■ Problem statement ■
Up to and including the line bearing "position:relative; width:551px; height:732px;", output every line of the entries exactly as written, starting from the first; pictures stay out.

### Raw data ###

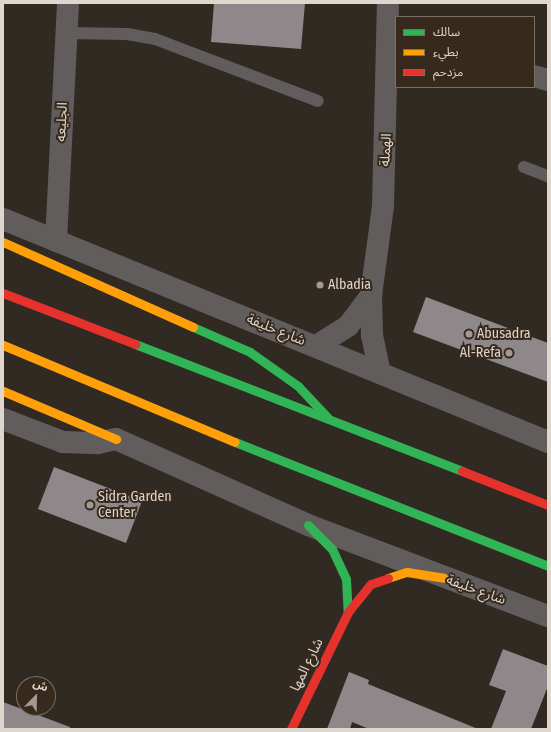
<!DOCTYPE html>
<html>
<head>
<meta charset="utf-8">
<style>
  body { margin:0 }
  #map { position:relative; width:551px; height:732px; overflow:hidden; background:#312a23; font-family:"Fira Sans Condensed","Noto Sans Arabic",sans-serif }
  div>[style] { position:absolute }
  .building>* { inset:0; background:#8e888a }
  .lane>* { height:12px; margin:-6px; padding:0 6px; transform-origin:6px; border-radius:6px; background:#625d5d }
  .street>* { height:22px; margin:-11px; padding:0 11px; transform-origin:11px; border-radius:11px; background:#625d5d }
  .fast>* { height:9px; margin:-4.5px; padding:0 4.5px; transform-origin:4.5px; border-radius:4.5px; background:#30b455 }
  .slow>* { height:9px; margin:-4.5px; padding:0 4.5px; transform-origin:4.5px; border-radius:4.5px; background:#ff9f0a }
  .jam>* { height:9px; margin:-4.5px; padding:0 4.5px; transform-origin:4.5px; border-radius:4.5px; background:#e5322d }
  .dots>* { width:11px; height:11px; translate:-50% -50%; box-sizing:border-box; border:2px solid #372a1d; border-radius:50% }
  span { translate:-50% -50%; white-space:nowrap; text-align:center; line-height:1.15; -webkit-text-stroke:4px #372a1d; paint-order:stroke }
  .street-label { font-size:14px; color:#dfd6ce }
  .poi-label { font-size:14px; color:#dfd6ce }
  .left { translate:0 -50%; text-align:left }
  .right { translate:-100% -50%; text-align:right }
  .frame { position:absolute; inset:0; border:4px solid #dfd6ce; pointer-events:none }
  .legend { position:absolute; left:395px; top:16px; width:140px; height:72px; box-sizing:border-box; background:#372a1d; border:1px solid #7a6f64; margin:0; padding:5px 7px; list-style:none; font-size:12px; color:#dfd6ce }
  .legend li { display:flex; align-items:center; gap:8px; height:20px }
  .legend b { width:20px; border:1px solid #7a6f64 }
  .north { position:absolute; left:16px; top:676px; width:40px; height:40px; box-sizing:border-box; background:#372a1d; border:1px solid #7a6f64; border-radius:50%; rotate:23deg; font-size:11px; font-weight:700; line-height:16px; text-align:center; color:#dfd6ce }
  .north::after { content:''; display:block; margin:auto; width:14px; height:18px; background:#a29a92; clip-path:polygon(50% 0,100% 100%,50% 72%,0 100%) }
</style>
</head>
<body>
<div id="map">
  <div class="building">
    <i style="clip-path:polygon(214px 3px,305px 3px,301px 49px,211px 42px)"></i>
    <i style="clip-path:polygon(426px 297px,548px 343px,548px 382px,413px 332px)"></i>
    <i style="clip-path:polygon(54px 467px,142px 501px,126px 543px,38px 509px)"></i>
    <i style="clip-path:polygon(503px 649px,548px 666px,548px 686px,531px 729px,491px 729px,506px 691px,489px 685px)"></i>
    <i style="clip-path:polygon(349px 672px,369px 680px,368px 684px,478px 729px,369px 729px,352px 722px,350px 729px,327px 729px)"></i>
    <i style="clip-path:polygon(3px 702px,70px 727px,70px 729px,3px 729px)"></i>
  </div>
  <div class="lane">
    <i style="left:66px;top:33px;width:61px;rotate:0.9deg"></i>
    <i style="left:127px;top:34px;width:28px;rotate:10deg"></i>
    <i style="left:155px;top:39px;width:174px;rotate:20.8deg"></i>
    <i style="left:524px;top:167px;width:26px;rotate:21deg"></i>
  </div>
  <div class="street">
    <i style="left:534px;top:76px;width:15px;rotate:16deg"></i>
    <i style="left:3px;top:219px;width:589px;rotate:22.25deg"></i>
    <i style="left:56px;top:241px;width:238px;rotate:-87.1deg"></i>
    <i style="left:316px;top:346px;width:38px;rotate:-32deg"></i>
    <i style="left:348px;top:326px;width:39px;rotate:-53deg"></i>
    <i style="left:380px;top:373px;width:38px;rotate:-102deg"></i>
    <i style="left:372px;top:336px;width:41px;rotate:-91.4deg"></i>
    <i style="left:371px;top:295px;width:90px;rotate:-82.3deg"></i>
    <i style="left:383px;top:206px;width:203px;rotate:-88.6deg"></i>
    <i style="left:3px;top:419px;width:64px;rotate:21deg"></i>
    <i style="left:63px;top:442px;width:35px;rotate:2deg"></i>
    <i style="left:98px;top:443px;width:18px;rotate:-13deg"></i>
    <i style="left:116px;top:439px;width:210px;rotate:24.1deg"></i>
    <i style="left:308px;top:525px;width:257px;rotate:20.8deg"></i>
  </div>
  <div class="fast">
    <i style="left:193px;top:327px;width:62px;rotate:23.7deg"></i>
    <i style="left:250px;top:352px;width:59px;rotate:35.3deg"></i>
    <i style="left:298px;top:386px;width:44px;rotate:46.8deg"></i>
    <i style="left:135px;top:344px;width:351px;rotate:21.2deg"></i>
    <i style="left:235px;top:442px;width:337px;rotate:21.6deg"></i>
    <i style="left:308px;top:525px;width:34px;rotate:45deg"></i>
    <i style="left:332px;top:549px;width:33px;rotate:65deg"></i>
    <i style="left:346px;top:579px;width:33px;rotate:87deg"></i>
  </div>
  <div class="slow">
    <i style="left:3px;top:242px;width:208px;rotate:24.1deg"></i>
    <i style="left:3px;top:345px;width:251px;rotate:22.7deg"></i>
    <i style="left:3px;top:391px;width:123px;rotate:23deg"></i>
    <i style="left:388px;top:578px;width:20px;rotate:-18deg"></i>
    <i style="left:407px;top:572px;width:37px;rotate:9deg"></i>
  </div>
  <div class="jam">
    <i style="left:3px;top:293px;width:142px;rotate:21.1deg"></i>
    <i style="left:462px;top:471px;width:92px;rotate:21.6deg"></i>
    <i style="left:291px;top:729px;width:130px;rotate:-64deg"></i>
    <i style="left:348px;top:612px;width:36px;rotate:-51deg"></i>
    <i style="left:371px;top:584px;width:18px;rotate:-19deg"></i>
  </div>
  <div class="dots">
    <i style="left:320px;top:285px;background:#a29a92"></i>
    <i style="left:469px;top:334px;background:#a29a92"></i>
    <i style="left:509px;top:353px;background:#a29a92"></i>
    <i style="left:90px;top:505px;background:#a29a92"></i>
  </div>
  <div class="street-label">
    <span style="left:62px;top:122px;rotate:-87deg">الجليعه</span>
    <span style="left:386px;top:150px;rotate:-87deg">الهملة</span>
    <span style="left:276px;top:330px;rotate:22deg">شارع خليفة</span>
    <span style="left:476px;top:590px;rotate:20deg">شارع خليفة</span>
    <span style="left:307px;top:665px;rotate:-64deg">شارع المها</span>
  </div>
  <div class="poi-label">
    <span class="left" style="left:328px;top:285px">Albadia</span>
    <span class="left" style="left:477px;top:334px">Abusadra</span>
    <span class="right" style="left:501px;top:353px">Al-Refa</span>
    <span class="left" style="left:98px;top:505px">Sidra Garden<br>Center</span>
  </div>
  <div class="frame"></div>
  <ul class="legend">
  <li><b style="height:5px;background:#30b455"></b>سالك</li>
  <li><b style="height:5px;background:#ff9f0a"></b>بطيء</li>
  <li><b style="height:5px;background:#e5322d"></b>مزدحم</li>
  </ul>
  <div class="north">ش</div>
</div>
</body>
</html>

###

■ Result for this exercise ■
<!DOCTYPE html>
<html>
<head>
<meta charset="utf-8">
<style>
  body { margin:0 }
  #map { position:relative; width:551px; height:732px; overflow:hidden; background:#312a23; font-family:"Fira Sans Condensed","Noto Sans Arabic",sans-serif }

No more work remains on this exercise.